A potential use for bioluminescence that doesn’t come up in Widder’s work is guiding a sleigh of reindeer. In fact, not only has no animal ever evolved a glowing nose for sleigh-related purposes, no mammals have ever developed true bioluminescence. (Interestingly, all 13 known species of bioluminescent insects evolved from a single source around about the same time the dinosaurs went extinct, while marine bioluminescence was a thing 350 million years before that. Why? Nobody knows!)
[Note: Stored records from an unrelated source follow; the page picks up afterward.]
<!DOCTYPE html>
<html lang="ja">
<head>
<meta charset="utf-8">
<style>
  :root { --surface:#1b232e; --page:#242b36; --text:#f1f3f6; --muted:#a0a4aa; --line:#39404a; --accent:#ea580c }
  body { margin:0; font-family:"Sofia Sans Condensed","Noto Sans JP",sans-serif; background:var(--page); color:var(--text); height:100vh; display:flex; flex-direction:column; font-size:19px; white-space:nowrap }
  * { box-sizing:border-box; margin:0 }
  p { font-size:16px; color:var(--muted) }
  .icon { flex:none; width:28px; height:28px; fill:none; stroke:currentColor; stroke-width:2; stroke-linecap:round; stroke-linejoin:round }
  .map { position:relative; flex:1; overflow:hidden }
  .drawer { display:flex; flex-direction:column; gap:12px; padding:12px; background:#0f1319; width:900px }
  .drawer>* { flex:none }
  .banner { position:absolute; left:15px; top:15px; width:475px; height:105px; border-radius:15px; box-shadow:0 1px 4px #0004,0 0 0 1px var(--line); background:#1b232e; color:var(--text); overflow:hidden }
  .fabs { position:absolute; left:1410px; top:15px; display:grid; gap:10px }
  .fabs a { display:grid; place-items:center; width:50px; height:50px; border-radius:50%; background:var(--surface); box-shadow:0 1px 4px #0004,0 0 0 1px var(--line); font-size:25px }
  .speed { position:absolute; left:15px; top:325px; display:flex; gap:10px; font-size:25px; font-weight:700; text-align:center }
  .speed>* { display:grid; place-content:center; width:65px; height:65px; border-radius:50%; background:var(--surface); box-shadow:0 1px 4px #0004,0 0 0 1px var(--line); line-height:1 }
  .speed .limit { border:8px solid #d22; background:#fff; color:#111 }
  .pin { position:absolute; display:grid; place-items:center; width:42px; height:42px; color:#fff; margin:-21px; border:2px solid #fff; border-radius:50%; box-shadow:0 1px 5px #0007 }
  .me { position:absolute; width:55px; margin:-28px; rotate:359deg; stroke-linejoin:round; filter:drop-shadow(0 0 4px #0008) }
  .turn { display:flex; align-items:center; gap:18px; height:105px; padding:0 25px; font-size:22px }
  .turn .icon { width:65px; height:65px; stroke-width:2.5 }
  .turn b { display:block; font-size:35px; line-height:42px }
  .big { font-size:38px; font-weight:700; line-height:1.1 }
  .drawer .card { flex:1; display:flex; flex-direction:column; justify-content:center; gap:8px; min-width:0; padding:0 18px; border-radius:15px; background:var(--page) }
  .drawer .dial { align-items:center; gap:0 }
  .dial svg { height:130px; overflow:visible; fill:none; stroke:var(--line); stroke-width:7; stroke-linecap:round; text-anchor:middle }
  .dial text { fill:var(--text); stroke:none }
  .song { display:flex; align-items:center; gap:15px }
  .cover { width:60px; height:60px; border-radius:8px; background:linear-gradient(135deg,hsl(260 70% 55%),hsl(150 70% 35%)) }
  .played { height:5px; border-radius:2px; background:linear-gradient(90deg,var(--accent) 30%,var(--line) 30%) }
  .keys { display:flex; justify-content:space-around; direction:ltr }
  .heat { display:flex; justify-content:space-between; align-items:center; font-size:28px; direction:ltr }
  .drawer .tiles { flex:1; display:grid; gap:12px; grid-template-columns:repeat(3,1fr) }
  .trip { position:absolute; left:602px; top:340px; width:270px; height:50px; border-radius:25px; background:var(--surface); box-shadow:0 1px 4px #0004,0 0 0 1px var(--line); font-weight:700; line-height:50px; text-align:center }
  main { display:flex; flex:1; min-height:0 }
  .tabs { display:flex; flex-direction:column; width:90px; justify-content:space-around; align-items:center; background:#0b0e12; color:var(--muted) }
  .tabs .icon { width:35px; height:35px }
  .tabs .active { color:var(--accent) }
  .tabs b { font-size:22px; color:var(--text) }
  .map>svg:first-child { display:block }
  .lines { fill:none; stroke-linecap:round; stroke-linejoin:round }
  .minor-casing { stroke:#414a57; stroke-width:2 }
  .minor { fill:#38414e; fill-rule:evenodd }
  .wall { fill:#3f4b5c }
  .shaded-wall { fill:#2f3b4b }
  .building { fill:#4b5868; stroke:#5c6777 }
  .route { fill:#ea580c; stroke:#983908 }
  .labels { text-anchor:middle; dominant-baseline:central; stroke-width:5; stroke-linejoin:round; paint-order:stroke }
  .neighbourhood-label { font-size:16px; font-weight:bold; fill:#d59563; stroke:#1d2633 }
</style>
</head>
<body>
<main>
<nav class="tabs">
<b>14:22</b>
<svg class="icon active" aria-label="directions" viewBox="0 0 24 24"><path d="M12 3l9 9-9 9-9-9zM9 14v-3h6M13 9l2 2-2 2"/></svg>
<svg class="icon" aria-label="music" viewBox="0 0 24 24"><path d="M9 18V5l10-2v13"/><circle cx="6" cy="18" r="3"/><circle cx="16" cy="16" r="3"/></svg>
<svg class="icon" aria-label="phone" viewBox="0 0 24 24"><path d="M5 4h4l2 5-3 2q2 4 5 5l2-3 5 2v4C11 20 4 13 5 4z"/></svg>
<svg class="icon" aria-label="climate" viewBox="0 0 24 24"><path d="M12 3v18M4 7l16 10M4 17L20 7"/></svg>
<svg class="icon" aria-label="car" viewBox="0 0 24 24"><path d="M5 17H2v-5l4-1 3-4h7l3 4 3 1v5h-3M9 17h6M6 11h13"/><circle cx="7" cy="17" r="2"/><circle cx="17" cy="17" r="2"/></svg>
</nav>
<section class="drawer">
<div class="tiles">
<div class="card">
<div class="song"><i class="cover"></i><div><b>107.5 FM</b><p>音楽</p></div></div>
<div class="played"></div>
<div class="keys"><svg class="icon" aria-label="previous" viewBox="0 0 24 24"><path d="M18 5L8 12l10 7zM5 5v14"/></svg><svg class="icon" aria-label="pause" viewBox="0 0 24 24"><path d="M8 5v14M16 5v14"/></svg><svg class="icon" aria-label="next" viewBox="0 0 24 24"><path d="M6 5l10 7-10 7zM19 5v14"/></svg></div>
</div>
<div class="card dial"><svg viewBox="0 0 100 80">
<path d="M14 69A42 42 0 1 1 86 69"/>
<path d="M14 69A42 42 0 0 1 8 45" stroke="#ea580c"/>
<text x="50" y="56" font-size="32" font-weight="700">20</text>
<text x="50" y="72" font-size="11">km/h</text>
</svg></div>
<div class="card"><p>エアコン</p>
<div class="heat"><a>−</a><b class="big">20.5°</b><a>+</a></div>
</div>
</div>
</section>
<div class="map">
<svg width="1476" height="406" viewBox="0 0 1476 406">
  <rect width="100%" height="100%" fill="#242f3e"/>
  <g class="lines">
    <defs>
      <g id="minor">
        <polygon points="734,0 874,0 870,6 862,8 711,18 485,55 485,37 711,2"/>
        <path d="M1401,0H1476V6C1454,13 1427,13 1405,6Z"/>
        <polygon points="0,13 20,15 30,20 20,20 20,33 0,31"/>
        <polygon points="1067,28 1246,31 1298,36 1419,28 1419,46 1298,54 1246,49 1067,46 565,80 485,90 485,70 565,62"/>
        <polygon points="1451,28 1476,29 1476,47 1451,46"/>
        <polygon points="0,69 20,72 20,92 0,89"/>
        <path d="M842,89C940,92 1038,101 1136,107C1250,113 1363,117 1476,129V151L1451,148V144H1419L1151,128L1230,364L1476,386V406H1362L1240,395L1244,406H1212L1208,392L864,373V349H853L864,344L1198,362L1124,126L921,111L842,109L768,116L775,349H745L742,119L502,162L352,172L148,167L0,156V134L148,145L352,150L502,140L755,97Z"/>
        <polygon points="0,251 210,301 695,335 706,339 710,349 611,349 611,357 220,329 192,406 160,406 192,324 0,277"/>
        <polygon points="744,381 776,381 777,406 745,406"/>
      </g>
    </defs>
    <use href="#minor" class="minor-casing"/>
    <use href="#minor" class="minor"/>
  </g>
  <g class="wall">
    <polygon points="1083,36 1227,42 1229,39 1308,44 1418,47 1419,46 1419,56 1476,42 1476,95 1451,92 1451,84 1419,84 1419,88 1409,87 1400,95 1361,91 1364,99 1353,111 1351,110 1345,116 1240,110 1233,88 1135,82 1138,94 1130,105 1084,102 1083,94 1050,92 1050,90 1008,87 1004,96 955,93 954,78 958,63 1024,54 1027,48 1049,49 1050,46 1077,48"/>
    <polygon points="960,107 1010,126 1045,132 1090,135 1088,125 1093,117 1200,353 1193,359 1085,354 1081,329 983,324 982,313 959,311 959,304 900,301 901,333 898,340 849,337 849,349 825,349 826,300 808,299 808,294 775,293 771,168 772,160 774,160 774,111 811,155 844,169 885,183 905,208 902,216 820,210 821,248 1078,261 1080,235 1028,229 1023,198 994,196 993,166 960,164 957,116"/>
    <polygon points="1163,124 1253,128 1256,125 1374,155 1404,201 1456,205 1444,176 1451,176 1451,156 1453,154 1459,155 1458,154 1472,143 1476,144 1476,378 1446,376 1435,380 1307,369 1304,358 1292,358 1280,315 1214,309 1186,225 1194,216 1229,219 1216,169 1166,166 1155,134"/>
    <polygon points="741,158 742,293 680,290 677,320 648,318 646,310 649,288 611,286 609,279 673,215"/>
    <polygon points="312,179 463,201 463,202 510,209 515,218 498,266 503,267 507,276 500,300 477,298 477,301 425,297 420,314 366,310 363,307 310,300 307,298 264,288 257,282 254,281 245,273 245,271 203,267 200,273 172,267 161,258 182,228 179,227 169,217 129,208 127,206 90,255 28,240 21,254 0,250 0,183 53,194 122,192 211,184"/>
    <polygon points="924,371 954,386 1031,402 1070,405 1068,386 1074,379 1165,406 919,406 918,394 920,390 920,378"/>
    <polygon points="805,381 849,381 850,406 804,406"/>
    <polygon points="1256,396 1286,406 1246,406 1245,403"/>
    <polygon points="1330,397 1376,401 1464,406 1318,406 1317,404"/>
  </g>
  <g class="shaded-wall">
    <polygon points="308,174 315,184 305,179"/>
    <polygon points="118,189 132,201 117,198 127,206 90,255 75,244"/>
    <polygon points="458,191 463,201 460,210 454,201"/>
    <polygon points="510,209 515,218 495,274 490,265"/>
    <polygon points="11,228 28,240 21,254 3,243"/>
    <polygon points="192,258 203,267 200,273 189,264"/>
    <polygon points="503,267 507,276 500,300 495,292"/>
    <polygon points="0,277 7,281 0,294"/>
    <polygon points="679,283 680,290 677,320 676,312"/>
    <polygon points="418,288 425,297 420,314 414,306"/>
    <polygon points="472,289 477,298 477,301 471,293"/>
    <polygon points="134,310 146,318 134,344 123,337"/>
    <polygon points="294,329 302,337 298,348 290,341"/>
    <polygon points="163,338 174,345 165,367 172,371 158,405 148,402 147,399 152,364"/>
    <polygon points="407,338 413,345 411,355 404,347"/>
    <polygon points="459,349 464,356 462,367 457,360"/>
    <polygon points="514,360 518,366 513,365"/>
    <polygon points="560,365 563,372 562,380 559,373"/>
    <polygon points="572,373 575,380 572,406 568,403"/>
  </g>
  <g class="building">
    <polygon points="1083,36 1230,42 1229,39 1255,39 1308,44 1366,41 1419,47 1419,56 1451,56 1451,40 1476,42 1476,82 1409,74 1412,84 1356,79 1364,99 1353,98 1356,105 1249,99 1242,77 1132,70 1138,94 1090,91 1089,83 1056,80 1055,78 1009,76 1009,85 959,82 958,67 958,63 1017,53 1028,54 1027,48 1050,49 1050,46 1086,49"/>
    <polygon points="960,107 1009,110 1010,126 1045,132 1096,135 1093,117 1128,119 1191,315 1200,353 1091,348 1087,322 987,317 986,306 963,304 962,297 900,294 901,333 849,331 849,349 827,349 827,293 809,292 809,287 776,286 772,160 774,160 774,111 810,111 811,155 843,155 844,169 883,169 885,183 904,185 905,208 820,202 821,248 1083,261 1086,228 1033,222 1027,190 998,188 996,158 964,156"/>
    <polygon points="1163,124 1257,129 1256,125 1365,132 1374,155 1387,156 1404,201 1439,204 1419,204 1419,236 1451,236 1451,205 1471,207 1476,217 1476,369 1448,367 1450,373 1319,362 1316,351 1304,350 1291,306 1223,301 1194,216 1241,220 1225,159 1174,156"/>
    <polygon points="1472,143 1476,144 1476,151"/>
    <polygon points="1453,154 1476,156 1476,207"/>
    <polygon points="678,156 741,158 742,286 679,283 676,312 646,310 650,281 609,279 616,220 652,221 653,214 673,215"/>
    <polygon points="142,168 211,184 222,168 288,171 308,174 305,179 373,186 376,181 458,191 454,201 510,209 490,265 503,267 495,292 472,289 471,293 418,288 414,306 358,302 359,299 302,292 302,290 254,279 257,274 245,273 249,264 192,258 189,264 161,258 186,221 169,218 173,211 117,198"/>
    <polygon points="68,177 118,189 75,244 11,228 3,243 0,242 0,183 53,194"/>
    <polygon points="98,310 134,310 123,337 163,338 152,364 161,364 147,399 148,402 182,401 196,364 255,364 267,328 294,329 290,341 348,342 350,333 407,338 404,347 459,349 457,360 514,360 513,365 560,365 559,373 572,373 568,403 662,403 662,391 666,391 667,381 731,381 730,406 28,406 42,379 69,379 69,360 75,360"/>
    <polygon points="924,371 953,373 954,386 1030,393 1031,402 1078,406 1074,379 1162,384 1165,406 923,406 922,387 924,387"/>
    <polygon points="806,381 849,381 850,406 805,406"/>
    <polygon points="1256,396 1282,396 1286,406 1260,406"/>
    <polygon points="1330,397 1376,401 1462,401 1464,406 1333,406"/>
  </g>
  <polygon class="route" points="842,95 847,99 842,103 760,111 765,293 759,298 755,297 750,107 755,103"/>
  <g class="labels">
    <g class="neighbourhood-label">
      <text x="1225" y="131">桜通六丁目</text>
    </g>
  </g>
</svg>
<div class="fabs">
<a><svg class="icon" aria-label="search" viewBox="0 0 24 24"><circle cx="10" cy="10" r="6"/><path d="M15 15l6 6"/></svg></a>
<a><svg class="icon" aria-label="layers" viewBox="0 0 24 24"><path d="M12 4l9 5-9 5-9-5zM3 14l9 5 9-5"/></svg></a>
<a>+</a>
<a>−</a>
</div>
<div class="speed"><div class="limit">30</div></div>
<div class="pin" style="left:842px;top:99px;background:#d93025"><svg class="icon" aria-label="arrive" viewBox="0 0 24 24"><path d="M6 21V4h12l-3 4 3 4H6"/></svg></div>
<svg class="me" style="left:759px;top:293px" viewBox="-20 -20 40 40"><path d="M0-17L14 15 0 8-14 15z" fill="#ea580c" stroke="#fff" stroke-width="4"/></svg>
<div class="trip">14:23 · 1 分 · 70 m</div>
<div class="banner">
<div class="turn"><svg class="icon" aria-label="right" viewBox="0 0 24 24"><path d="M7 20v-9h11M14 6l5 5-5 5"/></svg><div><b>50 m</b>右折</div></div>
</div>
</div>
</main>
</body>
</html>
Bioluminescent mammals have been created in labs, though. In 1995, Stanford scientist Christopher Contag entered the record books by giving mice glowing salmonella. Glowing mice have also recently been used in the creation of, of all things, the coronavirus vaccine. And biofluorescence, where rather than emitting light, a creature reflects it back at a longer wavelength, has been observed in frogs, turtles, opossums, flying squirrels and platypuses.

It’s hardly a glowing mammalian nose, though, which is fine, as the whole story of Rudolph is bullshit. The rest of the reindeer are totally happy to make fun of him until they realize he might come in handy. All of the other reindeer can, frankly, fuck off.